§ Task prompt: Look for the word "white" in the entries and copy each line where it appears.

········

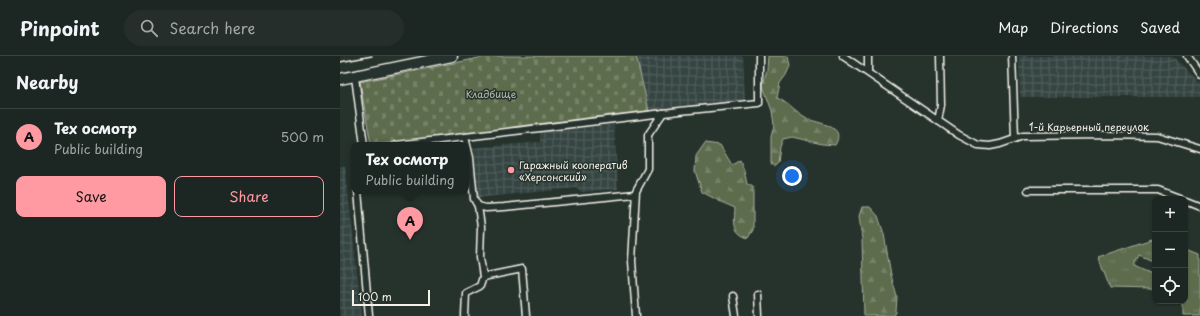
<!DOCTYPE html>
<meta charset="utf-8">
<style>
:root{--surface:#1c2622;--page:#252e2a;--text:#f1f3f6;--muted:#a0a5a5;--line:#3a4340;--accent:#ff9aa2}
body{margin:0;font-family:"Playpen Sans",sans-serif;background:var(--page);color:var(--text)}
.controls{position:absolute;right:12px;bottom:12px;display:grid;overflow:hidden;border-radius:8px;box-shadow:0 1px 3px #0004}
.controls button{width:36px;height:36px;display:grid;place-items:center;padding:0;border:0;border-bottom:1px solid var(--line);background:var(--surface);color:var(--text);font:20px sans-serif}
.scale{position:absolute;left:12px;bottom:10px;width:78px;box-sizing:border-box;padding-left:4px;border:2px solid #f4f1e8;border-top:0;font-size:11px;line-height:14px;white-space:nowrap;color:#f4f1e8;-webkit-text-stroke:3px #26332d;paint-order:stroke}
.you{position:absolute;left:452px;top:120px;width:14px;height:14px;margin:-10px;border:3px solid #fff;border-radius:50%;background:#1a73e8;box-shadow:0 0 0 6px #1a73e833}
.badge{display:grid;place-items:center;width:26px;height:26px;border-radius:50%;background:var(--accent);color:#111;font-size:13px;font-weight:700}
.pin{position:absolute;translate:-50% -33px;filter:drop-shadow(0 1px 2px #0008)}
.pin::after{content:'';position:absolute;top:21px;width:14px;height:12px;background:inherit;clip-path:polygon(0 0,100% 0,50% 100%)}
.popup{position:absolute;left:11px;top:86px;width:118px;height:52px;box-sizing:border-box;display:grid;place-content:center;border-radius:8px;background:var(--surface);filter:drop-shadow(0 1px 3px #0005);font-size:13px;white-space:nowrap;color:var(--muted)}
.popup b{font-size:15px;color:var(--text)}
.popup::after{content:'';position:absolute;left:50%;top:100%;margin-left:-8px;border:8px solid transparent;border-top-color:var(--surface)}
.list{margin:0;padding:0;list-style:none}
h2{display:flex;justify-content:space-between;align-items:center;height:52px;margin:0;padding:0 16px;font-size:17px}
h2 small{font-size:13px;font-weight:400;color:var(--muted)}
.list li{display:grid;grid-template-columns:26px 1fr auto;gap:12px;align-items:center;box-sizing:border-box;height:56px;padding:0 16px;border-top:1px solid var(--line)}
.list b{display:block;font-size:15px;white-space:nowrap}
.list p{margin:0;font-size:13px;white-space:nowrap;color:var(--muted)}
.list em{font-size:13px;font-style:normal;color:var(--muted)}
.actions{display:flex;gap:8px;padding:12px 16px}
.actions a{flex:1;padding:9px 0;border:1px solid var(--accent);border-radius:8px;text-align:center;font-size:14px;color:var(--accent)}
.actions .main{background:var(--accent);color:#111}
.icon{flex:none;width:22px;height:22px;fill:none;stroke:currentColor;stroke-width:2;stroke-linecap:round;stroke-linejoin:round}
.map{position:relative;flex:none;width:860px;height:260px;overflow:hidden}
header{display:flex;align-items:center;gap:24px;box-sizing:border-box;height:56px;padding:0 20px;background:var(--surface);border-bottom:1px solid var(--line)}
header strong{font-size:19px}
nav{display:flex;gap:22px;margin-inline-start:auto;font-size:14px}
.search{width:280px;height:36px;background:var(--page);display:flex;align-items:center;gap:10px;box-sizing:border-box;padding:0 14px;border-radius:22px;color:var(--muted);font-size:15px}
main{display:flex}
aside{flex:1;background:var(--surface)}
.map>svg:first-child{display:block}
.industrial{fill:url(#industrial-grid)}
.grass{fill:url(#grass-tufts);stroke:#a8ae9b}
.forest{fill:url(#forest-firs);stroke:#a8ae9b}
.cemetery{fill:url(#cemetery-stones);stroke:#a8ae9b}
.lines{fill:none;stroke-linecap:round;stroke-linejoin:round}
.minor-casing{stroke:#f4f1e8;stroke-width:9}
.primary-casing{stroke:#f4f1e8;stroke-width:13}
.minor{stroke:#26332d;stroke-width:6}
.primary{stroke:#26332d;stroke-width:10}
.rail{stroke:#f4f1e8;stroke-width:1.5}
.poi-dot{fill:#ff9aa2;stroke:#26332d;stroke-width:1.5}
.labels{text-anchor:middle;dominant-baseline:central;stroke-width:3;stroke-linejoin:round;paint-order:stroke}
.park-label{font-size:10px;fill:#b8bcaa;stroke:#26332d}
.street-label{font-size:10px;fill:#f4f1e8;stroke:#26332d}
.poi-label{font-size:10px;fill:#f4f1e8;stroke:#26332d;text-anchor:start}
</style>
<header>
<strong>Pinpoint</strong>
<div class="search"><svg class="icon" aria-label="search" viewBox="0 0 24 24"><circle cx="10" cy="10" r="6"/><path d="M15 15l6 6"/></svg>Search here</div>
<nav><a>Map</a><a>Directions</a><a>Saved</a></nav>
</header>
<main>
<aside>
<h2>Nearby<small></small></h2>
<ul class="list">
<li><span class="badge">A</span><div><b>Тех осмотр</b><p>Public building</p></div><em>500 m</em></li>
</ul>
<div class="actions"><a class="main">Save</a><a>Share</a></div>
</aside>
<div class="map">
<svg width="860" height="260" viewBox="0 0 860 260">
<defs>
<pattern id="industrial-grid" width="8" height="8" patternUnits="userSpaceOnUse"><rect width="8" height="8" fill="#364443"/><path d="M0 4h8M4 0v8" fill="none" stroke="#545f5e"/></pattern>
<pattern id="grass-tufts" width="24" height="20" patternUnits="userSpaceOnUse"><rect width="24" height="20" fill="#5d6c4e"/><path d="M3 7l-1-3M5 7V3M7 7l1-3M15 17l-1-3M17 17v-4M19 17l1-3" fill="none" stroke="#758168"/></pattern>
<pattern id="forest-firs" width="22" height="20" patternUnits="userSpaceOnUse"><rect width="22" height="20" fill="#5d6c4e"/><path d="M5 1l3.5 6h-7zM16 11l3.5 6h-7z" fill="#758168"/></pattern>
<pattern id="cemetery-stones" width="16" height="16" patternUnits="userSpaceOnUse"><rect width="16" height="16" fill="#5d6c4e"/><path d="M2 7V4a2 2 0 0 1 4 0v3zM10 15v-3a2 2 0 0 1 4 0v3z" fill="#758168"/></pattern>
</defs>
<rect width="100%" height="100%" fill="#26332d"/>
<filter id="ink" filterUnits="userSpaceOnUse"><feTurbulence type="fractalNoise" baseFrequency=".025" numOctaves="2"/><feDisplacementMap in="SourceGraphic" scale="8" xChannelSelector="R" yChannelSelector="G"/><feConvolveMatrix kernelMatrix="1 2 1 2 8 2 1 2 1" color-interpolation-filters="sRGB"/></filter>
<g filter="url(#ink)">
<g class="industrial">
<path d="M296,0H403L405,46L309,55Z"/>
<path d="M679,0H832L860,28V41H680Z"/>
<path d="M274,68L278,133L241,136L236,132L135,142L131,92L200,86V76Z"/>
<path d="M0,110H5L22,260H0Z"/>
</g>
<g class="grass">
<path d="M812,183H815V206L799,199L794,210L814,219L815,217V234L811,233L770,232L758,201Z"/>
<path d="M845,193L860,199V260H843V247L839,245H845Z"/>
</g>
<g class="forest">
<path d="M428,0H448L450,10L446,19L440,27L437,42C448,47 452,53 462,60C471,66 485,66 494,73C500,77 498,84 495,89L482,88L452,81L443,83L440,91L438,107L435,110L431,108V81L434,69L432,55L423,30L424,25L427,13Z"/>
<path d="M365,87L380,89L392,109L400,104L404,114L407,128L413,131V174L408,182C392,177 394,166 395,152L381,146L362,136L355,115L356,100Z"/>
<path d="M522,151H530L538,160L544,178L551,219L557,241L556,256L554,260H524L522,183L519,160Z"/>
</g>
<path class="cemetery" d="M149,0H296L309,55L31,89L20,26Z"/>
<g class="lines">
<defs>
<g id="minor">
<path d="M503,0L619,79L638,89L650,90L660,88L683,80L764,79L817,80L860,93"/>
<path d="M672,0L675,82"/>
<path d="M847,0L860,19"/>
<path d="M528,16V0"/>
<path d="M15,21L24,89"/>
<path d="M598,65L601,49L600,0"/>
<path d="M56,89L125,81"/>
<path d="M688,134H818L842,143"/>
<path d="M18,135L29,260"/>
<path d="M845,144L860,150"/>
<path d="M138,150L146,152L164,151L295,138"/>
<path d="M143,221L182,213L186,260"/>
<path d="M418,238L419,260"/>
<path d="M393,240L396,260"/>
<path d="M125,260L126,237L140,230L143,221L140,201L141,171L138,150L134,143L130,102L125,81L340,55L419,47V0"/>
<path d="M296,260L292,205L296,135L308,113V79L323,57"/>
</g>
<path id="primary" d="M0,23L112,0"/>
</defs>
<use href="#minor" class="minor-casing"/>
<use href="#primary" class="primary-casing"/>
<use href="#minor" class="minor"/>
<use href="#primary" class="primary"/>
<path class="rail" d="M0,6L32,0"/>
</g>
</g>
<circle class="poi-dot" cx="171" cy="114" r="4"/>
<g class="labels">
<g class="park-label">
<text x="151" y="37">Кладбище</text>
</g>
<g class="street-label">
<text x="749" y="70">1-й Карьерный переулок</text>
</g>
<g class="poi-label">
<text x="179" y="108">Гаражный кооператив<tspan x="179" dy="12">«Херсонский»</tspan></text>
</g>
</g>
</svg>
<div class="controls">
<button>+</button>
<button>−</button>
<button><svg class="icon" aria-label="locate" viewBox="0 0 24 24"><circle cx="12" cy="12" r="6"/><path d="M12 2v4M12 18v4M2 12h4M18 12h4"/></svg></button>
</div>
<div class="scale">100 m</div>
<div class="you"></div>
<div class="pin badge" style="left:70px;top:184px">A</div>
<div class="popup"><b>Тех осмотр</b>Public building</div>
</div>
</main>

········

§ Response to this task:
.scale{position:absolute;left:12px;bottom:10px;width:78px;box-sizing:border-box;padding-left:4px;border:2px solid #f4f1e8;border-top:0;font-size:11px;line-height:14px;white-space:nowrap;color:#f4f1e8;-webkit-text-stroke:3px #26332d;paint-order:stroke}
.popup{position:absolute;left:11px;top:86px;width:118px;height:52px;box-sizing:border-box;display:grid;place-content:center;border-radius:8px;background:var(--surface);filter:drop-shadow(0 1px 3px #0005);font-size:13px;white-space:nowrap;color:var(--muted)}
.list b{display:block;font-size:15px;white-space:nowrap}
.list p{margin:0;font-size:13px;white-space:nowrap;color:var(--muted)}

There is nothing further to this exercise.